■ What you are asked to do ■
Could you find every line in the entries below that holds the word "Centro" and copy it?
===============
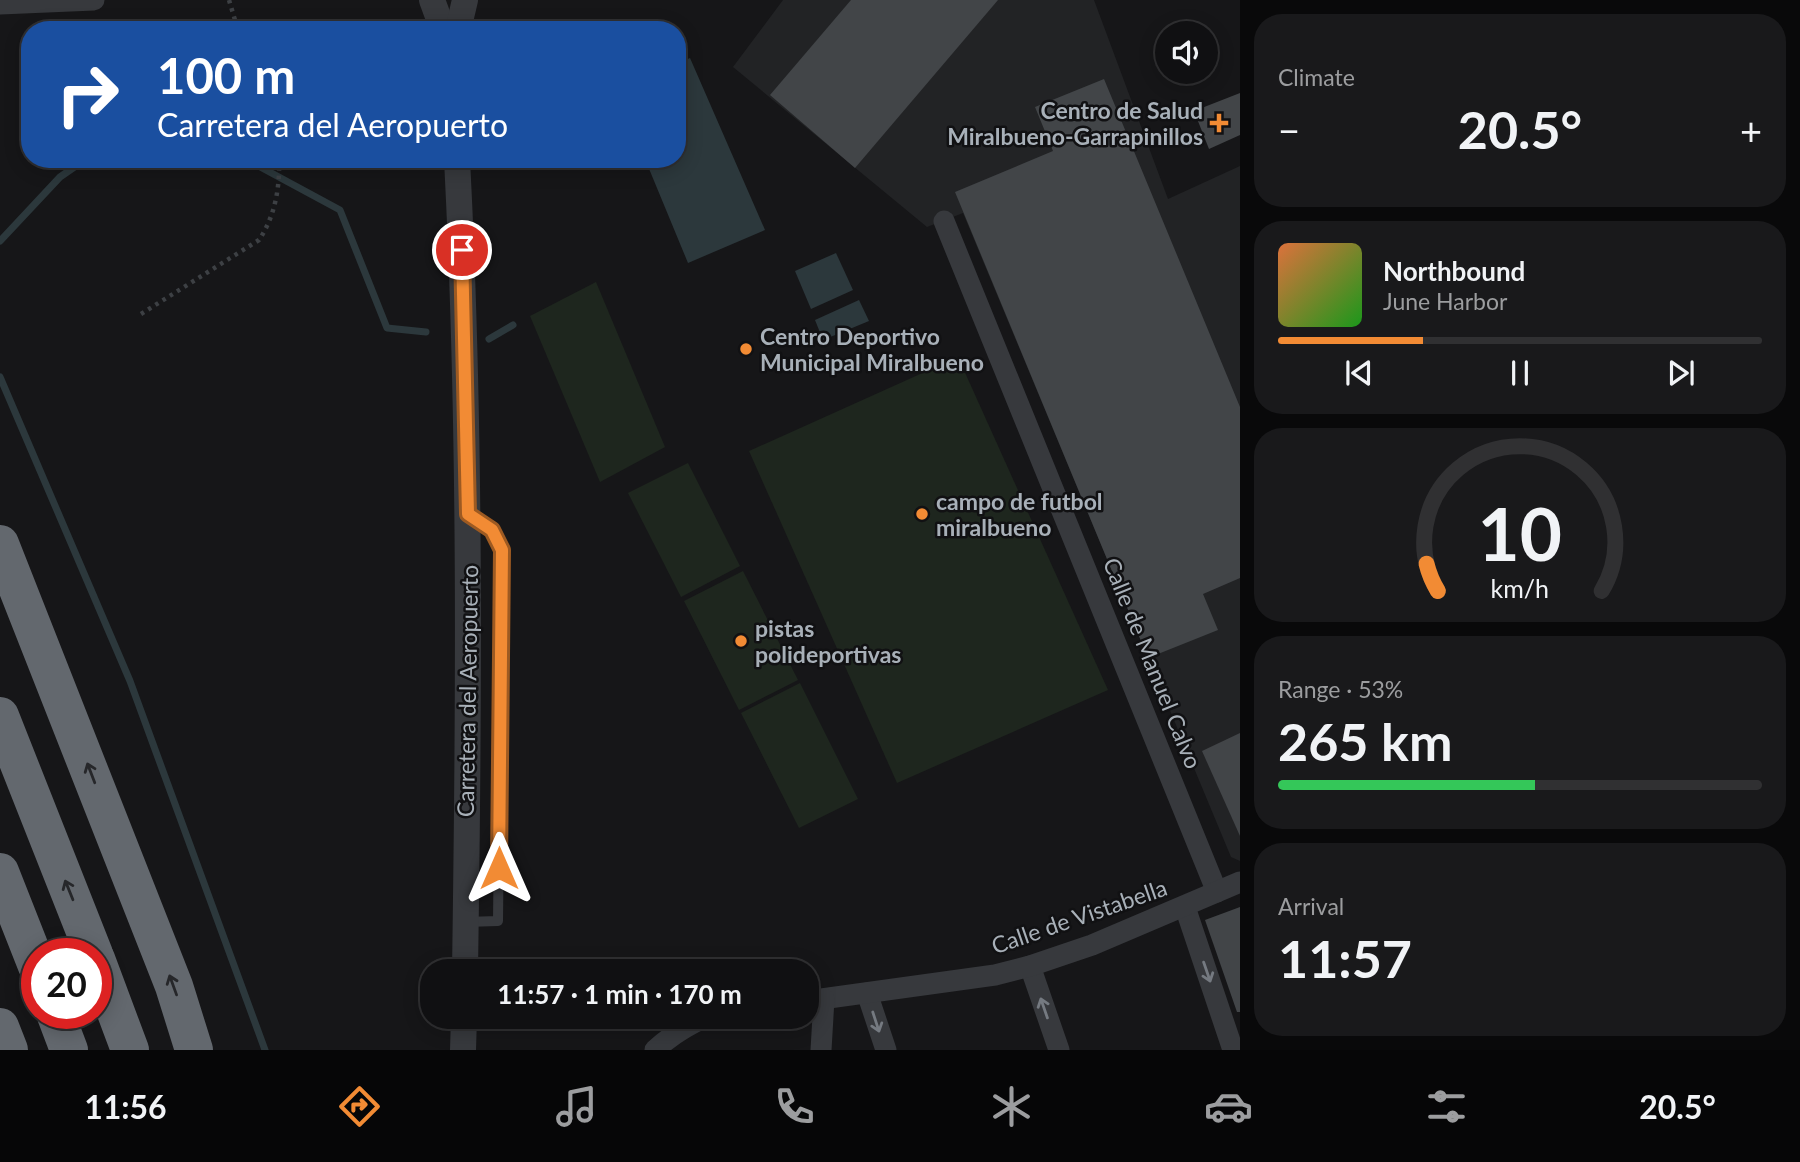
<!DOCTYPE html>
<html lang="en">
<head>
<meta charset="utf-8">
<style>
	body { margin:0; font-family:Lato,sans-serif; background:#19191b; color:#f1f3f6; height:100vh; display:flex; flex-direction:column; font-size:26px; white-space:nowrap }
	* { box-sizing:border-box; margin:0 }
	p { font-size:23px; color:#9c9d9f }
	.icon { flex:none; width:38px; height:38px; fill:none; stroke:currentColor; stroke-width:2; stroke-linecap:round; stroke-linejoin:round }
	.map { position:relative; flex:1; overflow:hidden }
	.side { display:flex; flex-direction:column; gap:14px; padding:14px; background:#09090a; width:560px }
	.side>* { flex:none }
	.guide { position:absolute; left:21px; top:21px; width:665px; height:147px; border-radius:28px; box-shadow:0 4px 18px #0003,0 0 0 2px #303032; background:#1a4fa0; color:#fff; overflow:hidden }
	.tools { position:absolute; left:1155px; top:21px; display:grid; gap:14px }
	.tools a { display:grid; place-items:center; width:63px; height:63px; border-radius:50%; background:#101012; box-shadow:0 4px 18px #0003,0 0 0 2px #303032; font-size:35px }
	.speed { position:absolute; left:21px; top:938px; display:flex; gap:14px; font-size:35px; font-weight:700; text-align:center }
	.speed>* { display:grid; place-content:center; width:91px; height:91px; border-radius:50%; background:#101012; box-shadow:0 4px 18px #0003,0 0 0 2px #303032; line-height:1 }
	.speed .limit { border:10px solid #d22; background:#fff; color:#111 }
	.pin { position:absolute; display:grid; place-items:center; width:60px; height:60px; color:#fff; margin:-30px; border:4px solid #fff; border-radius:50%; box-shadow:0 2px 7px #0007 }
	.me { position:absolute; width:77px; margin:-38px; rotate:0deg; stroke-linejoin:round; filter:drop-shadow(0 0 5px #0008) }
	.turn { display:flex; align-items:center; gap:24px; height:147px; padding:0 21px; font-size:32px }
	.turn .icon { width:91px; height:91px; stroke-width:2.5 }
	.turn b { display:block; font-size:49px; line-height:60px }
	.big { font-size:52px; font-weight:700; line-height:1.1 }
	.side .widget { flex:1; display:flex; flex-direction:column; justify-content:center; gap:10px; min-width:0; padding:0 24px; border-radius:28px; background:#19191b }
	.side .dial { align-items:center; gap:0 }
	.dial svg { height:182px; overflow:visible; fill:none; stroke:#303032; stroke-width:7; stroke-linecap:round; text-anchor:middle }
	.dial text { fill:#f1f3f6; stroke:none }
	.song { display:flex; align-items:center; gap:21px }
	.cover { width:84px; height:84px; border-radius:10px; background:linear-gradient(135deg,hsl(20 70% 55%),hsl(120 70% 35%)) }
	.played { height:7px; border-radius:4px; background:linear-gradient(90deg,#f28b34 30%,#303032 30%) }
	.keys { display:flex; justify-content:space-around; direction:ltr }
	.heat { display:flex; justify-content:space-between; align-items:center; font-size:38px; direction:ltr }
	.charge { height:10px; border-radius:5px; background:linear-gradient(90deg,#34c759 53%,#303032 0) }
	.trip { position:absolute; left:420px; top:959px; width:399px; height:70px; border-radius:28px; background:#101012; box-shadow:0 4px 18px #0003,0 0 0 2px #303032; font-weight:700; line-height:70px; text-align:center }
	.tab-bar { display:flex; height:112px; justify-content:space-around; align-items:center; background:#060607; color:#9c9d9f }
	.tab-bar .icon { width:49px; height:49px }
	.tab-bar .active { color:#f28b34 }
	.tab-bar b { font-size:32px; color:#f1f3f6 }
	main { display:flex; flex:1; min-height:0 }
	.map>svg:first-child { display:block }
	.built { fill:#222325 }
	.green { fill:#1e261e }
	.water { fill:#2c383c }
	.lines { fill:none; stroke-linecap:round; stroke-linejoin:round }
	.stream { stroke:#2c383c; stroke-width:7 }
	.building { fill:#424548 }
	.path { stroke:#3d4044; stroke-width:4.5; stroke-dasharray:3.5 5; stroke-linecap:butt }
	.service { stroke:#37393d; stroke-width:10 }
	.minor { stroke:#37393d; stroke-width:21 }
	.tertiary { stroke:#37393d; stroke-width:26 }
	.motorway { stroke:#63686e; stroke-width:38 }
	.oneway { stroke:#26272a }
	.oneway2 { stroke:#757a81 }
	.route-casing { stroke:#9d5a22; stroke-width:18 }
	.route { stroke:#f28b34; stroke-width:12 }
	.poi-dot { fill:#f28b34; stroke:#111113; stroke-width:2.5 }
	.labels { text-anchor:middle; dominant-baseline:central; stroke-width:5; stroke-linejoin:round; paint-order:stroke }
	.poi-label { font-size:23px; font-weight:bold; fill:#a8b0b8; stroke:#111113; text-anchor:start }
	.street-label { font-size:23px; fill:#a8b0b8; stroke:#111113 }
</style>
</head>
<body>
<main>
<div class="map">
<svg width="1240" height="1050" viewBox="0 0 1240 1050">
	<rect width="100%" height="100%" fill="#161618"/>
	<path class="built" d="M783 0H1094L1168 199 1240 166V861L1231 857 963 213 927 227 733 67Z"/>
	<g class="green">
		<path d="M596 282 665 447 600 482 530 316Z"/>
		<path d="M958 357 1108 690 897 783 749 451Z"/>
		<path d="M688 463 740 566 681 597 628 493Z"/>
		<path d="M743 571 798 680 739 710 684 601Z"/>
		<path d="M800 683 858 799 799 828 741 713Z"/>
	</g>
	<g class="water">
		<path d="M690 58 765 230 688 263 645 159H677V64Z"/>
		<path d="M836 253 853 290 811 309 795 271Z"/>
		<path d="M859 300 869 321 823 340 815 320Z"/>
	</g>
	<g class="lines">
		<g class="stream">
			<path d="M238 159 253 163 340 210 387 328 426 332"/>
			<path d="M0 241 60 177 86 159"/>
			<path d="M489 339 513 325"/>
			<path d="M0 377 130 681 265 1050"/>
		</g>
	</g>
	<g class="building">
		<path d="M851 0H998L855 168 770 95Z"/>
		<path d="M1104 79 1240 407V578L1203 594 1218 630 1148 658 955 192 1053 151 1035 107Z"/>
		<path d="M1240 93V135L1209 149 1194 111Z"/>
		<path d="M1240 733V836L1202 751Z"/>
		<path d="M1240 907V1012H1237L1205 920Z"/>
	</g>
	<g class="lines">
		<g class="path">
			<path d="M229 0 238 30"/>
			<path d="M141 314 259 240C275 216 280 188 279 159"/>
		</g>
		<path class="service" d="M465 922 498 921 502 550C497 532 486 525 471 515"/>
		<g class="minor">
			<path d="M0 4 94 0"/>
			<path d="M944 221 1217 892"/>
			<path d="M1185 907 1233 1050"/>
			<path d="M1030 966 1059 1050"/>
			<path d="M867 993 886 1050"/>
			<path d="M807 1001 995 975 1030 966 1092 945 1240 882"/>
			<path d="M655 1050C671 1035 686 1026 706 1017"/>
			<path d="M821 1050 824 999"/>
		</g>
		<g class="tertiary">
			<path d="M432 0 443 30"/>
			<path d="M458 30 465 0"/>
			<path d="M457 159C471 430 469 701 465 971"/>
			<path d="M463 1050 464 1017"/>
		</g>
		<g class="motorway">
			<path d="M0 544 174 986 194 1050"/>
			<path d="M0 716 94 954"/>
			<path d="M0 872 37 966"/>
			<path d="M96 959 130 1050"/>
			<path d="M55 1013 69 1050"/>
			<path d="M0 1027 9 1050"/>
		</g>
	</g>
	<defs><path id="oneway-shaft" d="M-6 0H5M1.5-3L5.5 0L1.5 3" fill="none" stroke-width="1.6" stroke-linecap="round" stroke-linejoin="round" transform="scale(1.75)"/></defs>
	<g class="oneway">
		<use href="#oneway-shaft" transform="translate(91 773) rotate(-111)"/>
		<use href="#oneway-shaft" transform="translate(69 890) rotate(-112)"/>
		<use href="#oneway-shaft" transform="translate(173 985) rotate(-110)"/>
	</g>
	<g class="oneway2">
		<use href="#oneway-shaft" transform="translate(1207 972) rotate(71)"/>
		<use href="#oneway-shaft" transform="translate(1044 1008) rotate(-109)"/>
		<use href="#oneway-shaft" transform="translate(876 1022) rotate(72)"/>
	</g>
	<g class="lines">
		<defs>
			<path id="route" d="M462 250 468 514 492 530 502 550 499 868"/>
		</defs>
		<use href="#route" class="route-casing"/>
		<use href="#route" class="route"/>
	</g>
	<g class="poi-dot">
		<path d="M1215.5 112.5h7v7h7v7h-7v7h-7v-7h-7v-7h7z"/>
		<circle cx="746" cy="349" r="7"/>
		<circle cx="922" cy="514" r="7"/>
		<circle cx="741" cy="641" r="7"/>
	</g>
	<g class="labels">
		<g class="poi-label">
			<text x="1203" y="110" text-anchor="end">Centro de Salud<tspan x="1203" dy="26">Miralbueno-Garrapinillos</tspan></text>
			<text x="760" y="336">Centro Deportivo<tspan x="760" dy="26">Municipal Miralbueno</tspan></text>
			<text x="936" y="501">campo de futbol<tspan x="936" dy="26">miralbueno</tspan></text>
			<text x="755" y="628">pistas<tspan x="755" dy="26">polideportivas</tspan></text>
		</g>
		<g class="street-label">
			<text transform="translate(1153 663) rotate(68)">Calle de Manuel Calvo</text>
			<text transform="translate(467 691) rotate(-89)">Carretera del Aeropuerto</text>
			<text transform="translate(1079 916) rotate(-19)">Calle de Vistabella</text>
		</g>
	</g>
</svg>
<div class="tools">
<a><svg class="icon" aria-label="sound" viewBox="0 0 24 24"><path d="M4 9h4l5-4v14l-5-4H4zM17 9q2 3 0 6"/></svg></a>
</div>
<div class="speed"><div class="limit">20</div></div>
<div class="pin" style="left:462px;top:250px;background:#d93025"><svg class="icon" aria-label="arrive" viewBox="0 0 24 24"><path d="M6 21V4h12l-3 4 3 4H6"/></svg></div>
<svg class="me" style="left:499px;top:868px" viewBox="-20 -20 40 40"><path d="M0-17L14 15 0 8-14 15z" fill="#f28b34" stroke="#fff" stroke-width="4"/></svg>
<div class="trip">11:57 · 1 min · 170 m</div>
<div class="guide">
<div class="turn"><svg class="icon" aria-label="right" viewBox="0 0 24 24"><path d="M7 20v-9h11M14 6l5 5-5 5"/></svg><div><b>100 m</b>Carretera del Aeropuerto</div></div>
</div>
</div>
<section class="side">
<div class="widget"><p>Climate</p>
<div class="heat"><a>−</a><b class="big">20.5°</b><a>+</a></div>
</div>
<div class="widget">
<div class="song"><i class="cover"></i><div><b>Northbound</b><p>June Harbor</p></div></div>
<div class="played"></div>
<div class="keys"><svg class="icon" aria-label="previous" viewBox="0 0 24 24"><path d="M18 5L8 12l10 7zM5 5v14"/></svg><svg class="icon" aria-label="pause" viewBox="0 0 24 24"><path d="M8 5v14M16 5v14"/></svg><svg class="icon" aria-label="next" viewBox="0 0 24 24"><path d="M6 5l10 7-10 7zM19 5v14"/></svg></div>
</div>
<div class="widget dial"><svg viewBox="0 0 100 80">
<path d="M14 69A42 42 0 1 1 86 69"/>
<path d="M14 69A42 42 0 0 1 9 57" stroke="#f28b34"/>
<text x="50" y="56" font-size="32" font-weight="700">10</text>
<text x="50" y="72" font-size="11">km/h</text>
</svg></div>
<div class="widget"><p>Range · 53%</p><b class="big">265 km</b><div class="charge"></div></div>
<div class="widget"><p>Arrival</p><b class="big">11:57</b></div>
</section>
</main>
<nav class="tab-bar">
<b>11:56</b>
<svg class="icon active" aria-label="directions" viewBox="0 0 24 24"><path d="M12 3l9 9-9 9-9-9zM9 14v-3h6M13 9l2 2-2 2"/></svg>
<svg class="icon" aria-label="music" viewBox="0 0 24 24"><path d="M9 18V5l10-2v13"/><circle cx="6" cy="18" r="3"/><circle cx="16" cy="16" r="3"/></svg>
<svg class="icon" aria-label="phone" viewBox="0 0 24 24"><path d="M5 4h4l2 5-3 2q2 4 5 5l2-3 5 2v4C11 20 4 13 5 4z"/></svg>
<svg class="icon" aria-label="climate" viewBox="0 0 24 24"><path d="M12 3v18M4 7l16 10M4 17L20 7"/></svg>
<svg class="icon" aria-label="car" viewBox="0 0 24 24"><path d="M5 17H2v-5l4-1 3-4h7l3 4 3 1v5h-3M9 17h6M6 11h13"/><circle cx="7" cy="17" r="2"/><circle cx="17" cy="17" r="2"/></svg>
<svg class="icon" aria-label="filters" viewBox="0 0 24 24"><path d="M4 7h16M4 17h16"/><circle cx="9" cy="7" r="2"/><circle cx="15" cy="17" r="2"/></svg>
<b>20.5°</b>
</nav>
</body>
</html>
===============
■ Task response ■
			<text x="1203" y="110" text-anchor="end">Centro de Salud<tspan x="1203" dy="26">Miralbueno-Garrapinillos</tspan></text>
			<text x="760" y="336">Centro Deportivo<tspan x="760" dy="26">Municipal Miralbueno</tspan></text>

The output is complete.